(Stored data entries)
# # #

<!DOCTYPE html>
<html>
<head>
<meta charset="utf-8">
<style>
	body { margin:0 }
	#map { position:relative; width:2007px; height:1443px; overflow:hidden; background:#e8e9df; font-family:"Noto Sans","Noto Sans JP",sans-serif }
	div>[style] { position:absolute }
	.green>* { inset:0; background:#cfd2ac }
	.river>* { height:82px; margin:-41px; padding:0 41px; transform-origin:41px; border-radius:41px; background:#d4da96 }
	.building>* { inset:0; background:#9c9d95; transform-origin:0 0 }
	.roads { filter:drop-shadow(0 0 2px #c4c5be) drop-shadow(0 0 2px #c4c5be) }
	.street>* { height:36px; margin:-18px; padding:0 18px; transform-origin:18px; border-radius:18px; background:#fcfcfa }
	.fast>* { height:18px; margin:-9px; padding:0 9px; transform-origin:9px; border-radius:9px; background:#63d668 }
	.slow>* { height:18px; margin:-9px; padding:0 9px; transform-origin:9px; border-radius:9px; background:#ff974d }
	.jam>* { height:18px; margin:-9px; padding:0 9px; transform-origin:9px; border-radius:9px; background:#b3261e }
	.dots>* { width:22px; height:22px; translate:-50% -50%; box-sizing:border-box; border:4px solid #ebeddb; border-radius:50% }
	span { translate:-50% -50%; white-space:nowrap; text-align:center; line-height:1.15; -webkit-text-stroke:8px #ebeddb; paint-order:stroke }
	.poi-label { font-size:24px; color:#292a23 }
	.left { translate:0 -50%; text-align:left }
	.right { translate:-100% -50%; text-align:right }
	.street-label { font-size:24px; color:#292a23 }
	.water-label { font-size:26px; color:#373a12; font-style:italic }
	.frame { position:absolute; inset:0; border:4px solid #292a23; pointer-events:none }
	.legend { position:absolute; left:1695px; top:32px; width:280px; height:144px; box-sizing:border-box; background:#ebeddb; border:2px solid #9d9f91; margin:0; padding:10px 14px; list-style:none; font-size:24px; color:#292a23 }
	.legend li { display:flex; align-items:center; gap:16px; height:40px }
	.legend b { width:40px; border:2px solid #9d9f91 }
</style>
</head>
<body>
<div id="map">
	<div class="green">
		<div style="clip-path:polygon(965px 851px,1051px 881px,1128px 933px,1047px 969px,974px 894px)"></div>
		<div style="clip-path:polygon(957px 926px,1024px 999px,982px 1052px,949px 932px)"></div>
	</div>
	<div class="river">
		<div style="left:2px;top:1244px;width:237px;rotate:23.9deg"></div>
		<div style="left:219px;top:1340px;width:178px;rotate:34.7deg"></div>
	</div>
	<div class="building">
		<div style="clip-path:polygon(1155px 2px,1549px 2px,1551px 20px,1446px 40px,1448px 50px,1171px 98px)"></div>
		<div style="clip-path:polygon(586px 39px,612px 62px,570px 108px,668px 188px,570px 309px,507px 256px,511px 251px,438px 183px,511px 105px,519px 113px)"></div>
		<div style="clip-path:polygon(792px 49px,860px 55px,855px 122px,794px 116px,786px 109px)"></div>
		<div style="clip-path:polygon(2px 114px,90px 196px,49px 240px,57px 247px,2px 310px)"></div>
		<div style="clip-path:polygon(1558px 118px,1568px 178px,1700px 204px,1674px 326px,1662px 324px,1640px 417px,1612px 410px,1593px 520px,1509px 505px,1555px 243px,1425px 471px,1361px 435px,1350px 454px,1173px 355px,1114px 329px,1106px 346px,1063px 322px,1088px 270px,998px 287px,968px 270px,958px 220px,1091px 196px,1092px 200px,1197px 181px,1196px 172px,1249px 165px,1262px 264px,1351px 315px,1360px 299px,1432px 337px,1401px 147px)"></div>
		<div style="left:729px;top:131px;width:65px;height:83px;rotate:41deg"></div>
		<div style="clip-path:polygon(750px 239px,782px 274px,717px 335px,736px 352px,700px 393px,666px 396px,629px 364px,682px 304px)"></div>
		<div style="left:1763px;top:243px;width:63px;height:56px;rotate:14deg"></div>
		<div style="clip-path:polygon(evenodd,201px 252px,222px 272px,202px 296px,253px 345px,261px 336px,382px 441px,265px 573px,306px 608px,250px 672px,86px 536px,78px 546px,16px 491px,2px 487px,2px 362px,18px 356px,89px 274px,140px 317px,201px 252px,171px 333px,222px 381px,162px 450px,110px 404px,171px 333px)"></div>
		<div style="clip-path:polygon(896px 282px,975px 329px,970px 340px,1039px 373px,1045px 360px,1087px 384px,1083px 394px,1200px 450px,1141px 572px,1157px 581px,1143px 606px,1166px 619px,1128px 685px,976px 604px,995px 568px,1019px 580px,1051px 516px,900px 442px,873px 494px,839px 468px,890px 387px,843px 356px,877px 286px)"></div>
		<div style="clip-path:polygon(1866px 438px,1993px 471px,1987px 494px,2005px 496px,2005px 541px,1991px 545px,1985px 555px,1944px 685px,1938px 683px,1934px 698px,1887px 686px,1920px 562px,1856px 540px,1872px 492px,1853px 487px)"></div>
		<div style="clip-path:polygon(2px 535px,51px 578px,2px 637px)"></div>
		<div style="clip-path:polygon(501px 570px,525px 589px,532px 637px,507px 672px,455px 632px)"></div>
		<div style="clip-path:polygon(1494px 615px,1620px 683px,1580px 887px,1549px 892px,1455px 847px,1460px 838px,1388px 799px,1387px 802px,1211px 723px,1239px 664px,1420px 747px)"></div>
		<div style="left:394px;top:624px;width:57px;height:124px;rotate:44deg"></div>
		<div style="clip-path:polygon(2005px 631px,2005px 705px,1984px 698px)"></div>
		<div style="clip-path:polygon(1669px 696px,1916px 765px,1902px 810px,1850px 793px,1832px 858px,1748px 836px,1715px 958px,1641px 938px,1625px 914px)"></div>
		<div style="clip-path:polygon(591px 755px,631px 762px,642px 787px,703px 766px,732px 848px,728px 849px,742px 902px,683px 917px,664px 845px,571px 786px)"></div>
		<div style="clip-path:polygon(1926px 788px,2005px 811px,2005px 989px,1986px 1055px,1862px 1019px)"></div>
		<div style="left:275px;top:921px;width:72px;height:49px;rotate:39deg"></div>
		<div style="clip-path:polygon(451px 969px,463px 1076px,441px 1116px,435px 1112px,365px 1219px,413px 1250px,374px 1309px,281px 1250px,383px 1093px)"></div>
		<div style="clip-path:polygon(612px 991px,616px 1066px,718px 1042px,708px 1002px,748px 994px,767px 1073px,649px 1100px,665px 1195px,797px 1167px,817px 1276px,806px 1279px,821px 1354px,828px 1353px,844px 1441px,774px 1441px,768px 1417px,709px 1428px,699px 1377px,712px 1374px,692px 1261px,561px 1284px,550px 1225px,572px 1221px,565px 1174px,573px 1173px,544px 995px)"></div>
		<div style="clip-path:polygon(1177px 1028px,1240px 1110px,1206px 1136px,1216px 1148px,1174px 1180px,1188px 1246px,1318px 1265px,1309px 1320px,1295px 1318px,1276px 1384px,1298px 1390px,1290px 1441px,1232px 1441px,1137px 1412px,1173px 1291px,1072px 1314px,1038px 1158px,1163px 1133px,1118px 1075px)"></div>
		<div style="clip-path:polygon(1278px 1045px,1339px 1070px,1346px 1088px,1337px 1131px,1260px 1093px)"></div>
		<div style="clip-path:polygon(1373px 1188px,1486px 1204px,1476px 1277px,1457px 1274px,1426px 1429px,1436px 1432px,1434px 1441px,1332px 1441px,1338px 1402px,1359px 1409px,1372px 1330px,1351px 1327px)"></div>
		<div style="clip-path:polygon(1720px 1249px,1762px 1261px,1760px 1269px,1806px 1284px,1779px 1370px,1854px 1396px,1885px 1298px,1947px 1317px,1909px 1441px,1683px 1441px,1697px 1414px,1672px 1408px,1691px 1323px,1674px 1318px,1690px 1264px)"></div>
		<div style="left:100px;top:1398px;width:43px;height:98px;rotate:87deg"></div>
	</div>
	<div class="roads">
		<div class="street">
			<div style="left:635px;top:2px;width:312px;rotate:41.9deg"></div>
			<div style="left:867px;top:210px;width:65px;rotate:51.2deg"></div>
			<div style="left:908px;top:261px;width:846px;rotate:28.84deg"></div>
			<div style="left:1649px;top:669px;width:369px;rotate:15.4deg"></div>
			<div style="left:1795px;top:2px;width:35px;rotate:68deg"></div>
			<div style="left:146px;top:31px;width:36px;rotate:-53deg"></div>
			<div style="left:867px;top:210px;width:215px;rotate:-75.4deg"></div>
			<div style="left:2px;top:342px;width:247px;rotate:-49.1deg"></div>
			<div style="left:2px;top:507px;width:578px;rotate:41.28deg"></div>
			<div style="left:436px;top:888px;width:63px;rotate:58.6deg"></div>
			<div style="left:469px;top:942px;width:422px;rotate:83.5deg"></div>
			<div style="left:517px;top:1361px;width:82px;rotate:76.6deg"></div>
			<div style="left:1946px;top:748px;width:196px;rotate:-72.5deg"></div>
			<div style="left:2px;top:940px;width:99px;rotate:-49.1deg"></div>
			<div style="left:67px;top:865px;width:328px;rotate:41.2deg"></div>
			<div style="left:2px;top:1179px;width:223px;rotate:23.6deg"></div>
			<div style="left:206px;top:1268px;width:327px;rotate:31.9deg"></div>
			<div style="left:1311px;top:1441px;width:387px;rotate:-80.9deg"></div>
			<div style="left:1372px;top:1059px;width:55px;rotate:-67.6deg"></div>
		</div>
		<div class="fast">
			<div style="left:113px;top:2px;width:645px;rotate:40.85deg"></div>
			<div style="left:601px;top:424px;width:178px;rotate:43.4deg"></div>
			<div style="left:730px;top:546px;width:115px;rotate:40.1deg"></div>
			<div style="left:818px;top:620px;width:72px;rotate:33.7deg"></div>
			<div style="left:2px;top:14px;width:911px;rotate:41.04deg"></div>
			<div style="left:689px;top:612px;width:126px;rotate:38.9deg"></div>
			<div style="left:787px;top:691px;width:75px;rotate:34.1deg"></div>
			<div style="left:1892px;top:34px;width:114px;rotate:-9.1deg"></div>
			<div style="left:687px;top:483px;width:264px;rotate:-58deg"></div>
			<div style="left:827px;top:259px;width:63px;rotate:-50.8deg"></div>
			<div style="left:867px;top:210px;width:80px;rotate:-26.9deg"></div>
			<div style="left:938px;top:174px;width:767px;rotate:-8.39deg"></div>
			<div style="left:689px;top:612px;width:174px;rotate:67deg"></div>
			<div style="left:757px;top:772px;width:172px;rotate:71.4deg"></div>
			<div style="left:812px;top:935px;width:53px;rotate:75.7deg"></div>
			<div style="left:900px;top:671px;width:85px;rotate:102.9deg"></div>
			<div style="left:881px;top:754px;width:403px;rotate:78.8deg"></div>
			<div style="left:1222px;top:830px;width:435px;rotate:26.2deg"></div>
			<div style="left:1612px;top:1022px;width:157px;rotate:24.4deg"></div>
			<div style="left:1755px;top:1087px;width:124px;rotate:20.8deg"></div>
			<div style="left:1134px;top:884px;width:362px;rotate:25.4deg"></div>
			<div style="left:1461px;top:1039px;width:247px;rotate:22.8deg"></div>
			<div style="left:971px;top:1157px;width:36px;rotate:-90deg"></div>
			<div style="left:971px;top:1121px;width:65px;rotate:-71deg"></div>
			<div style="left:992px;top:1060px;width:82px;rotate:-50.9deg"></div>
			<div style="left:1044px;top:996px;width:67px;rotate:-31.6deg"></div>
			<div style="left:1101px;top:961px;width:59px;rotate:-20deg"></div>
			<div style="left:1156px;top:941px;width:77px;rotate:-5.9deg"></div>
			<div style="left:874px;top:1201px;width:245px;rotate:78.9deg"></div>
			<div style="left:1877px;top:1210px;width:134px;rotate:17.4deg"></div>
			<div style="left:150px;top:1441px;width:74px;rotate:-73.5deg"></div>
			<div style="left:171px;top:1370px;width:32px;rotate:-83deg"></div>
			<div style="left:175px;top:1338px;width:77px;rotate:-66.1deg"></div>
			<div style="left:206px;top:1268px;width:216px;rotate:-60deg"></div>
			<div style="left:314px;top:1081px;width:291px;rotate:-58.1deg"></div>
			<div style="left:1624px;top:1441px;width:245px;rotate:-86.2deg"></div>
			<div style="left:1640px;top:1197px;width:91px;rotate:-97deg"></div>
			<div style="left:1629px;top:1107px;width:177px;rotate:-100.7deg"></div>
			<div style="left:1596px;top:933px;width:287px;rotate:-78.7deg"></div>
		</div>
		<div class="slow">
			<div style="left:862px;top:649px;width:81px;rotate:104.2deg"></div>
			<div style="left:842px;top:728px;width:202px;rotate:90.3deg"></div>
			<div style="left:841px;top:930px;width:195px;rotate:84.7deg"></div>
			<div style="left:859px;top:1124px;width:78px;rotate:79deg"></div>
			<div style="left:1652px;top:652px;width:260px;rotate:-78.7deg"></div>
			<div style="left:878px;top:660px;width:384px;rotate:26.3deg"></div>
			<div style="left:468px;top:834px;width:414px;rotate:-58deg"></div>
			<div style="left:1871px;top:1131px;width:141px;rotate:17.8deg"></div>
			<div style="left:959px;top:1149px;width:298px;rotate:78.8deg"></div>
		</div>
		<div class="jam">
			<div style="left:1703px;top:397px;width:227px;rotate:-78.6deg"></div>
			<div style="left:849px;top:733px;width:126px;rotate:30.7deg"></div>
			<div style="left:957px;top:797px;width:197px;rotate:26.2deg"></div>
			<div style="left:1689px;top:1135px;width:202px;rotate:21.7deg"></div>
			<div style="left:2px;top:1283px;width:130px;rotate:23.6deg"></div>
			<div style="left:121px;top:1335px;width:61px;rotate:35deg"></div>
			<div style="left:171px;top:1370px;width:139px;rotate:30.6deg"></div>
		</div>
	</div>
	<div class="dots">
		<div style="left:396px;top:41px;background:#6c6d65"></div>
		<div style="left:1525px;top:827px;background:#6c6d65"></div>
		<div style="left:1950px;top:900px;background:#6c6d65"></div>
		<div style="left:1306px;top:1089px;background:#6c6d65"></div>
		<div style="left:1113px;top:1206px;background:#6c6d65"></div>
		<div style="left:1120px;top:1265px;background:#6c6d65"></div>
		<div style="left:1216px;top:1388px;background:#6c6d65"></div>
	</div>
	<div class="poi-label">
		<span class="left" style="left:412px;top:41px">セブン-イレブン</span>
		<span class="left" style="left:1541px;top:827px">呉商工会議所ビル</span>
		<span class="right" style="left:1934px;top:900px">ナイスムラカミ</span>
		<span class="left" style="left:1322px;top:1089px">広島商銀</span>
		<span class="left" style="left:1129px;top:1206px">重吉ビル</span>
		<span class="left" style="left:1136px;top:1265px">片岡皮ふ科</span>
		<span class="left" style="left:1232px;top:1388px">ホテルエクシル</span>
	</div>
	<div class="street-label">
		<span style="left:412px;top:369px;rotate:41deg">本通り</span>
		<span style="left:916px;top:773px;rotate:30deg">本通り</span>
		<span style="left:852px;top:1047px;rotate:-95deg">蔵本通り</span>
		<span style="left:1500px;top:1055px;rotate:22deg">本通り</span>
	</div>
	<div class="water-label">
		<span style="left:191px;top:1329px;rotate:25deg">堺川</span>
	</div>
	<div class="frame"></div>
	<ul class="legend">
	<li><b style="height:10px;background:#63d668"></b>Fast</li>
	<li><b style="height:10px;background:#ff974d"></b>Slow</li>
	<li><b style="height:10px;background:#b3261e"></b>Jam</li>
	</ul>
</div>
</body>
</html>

# # #

**Directions for this task**
If a line in the data above includes the string "center", copy it.

**Answer section**
	span { translate:-50% -50%; white-space:nowrap; text-align:center; line-height:1.15; -webkit-text-stroke:8px #ebeddb; paint-order:stroke }
	.legend li { display:flex; align-items:center; gap:16px; height:40px }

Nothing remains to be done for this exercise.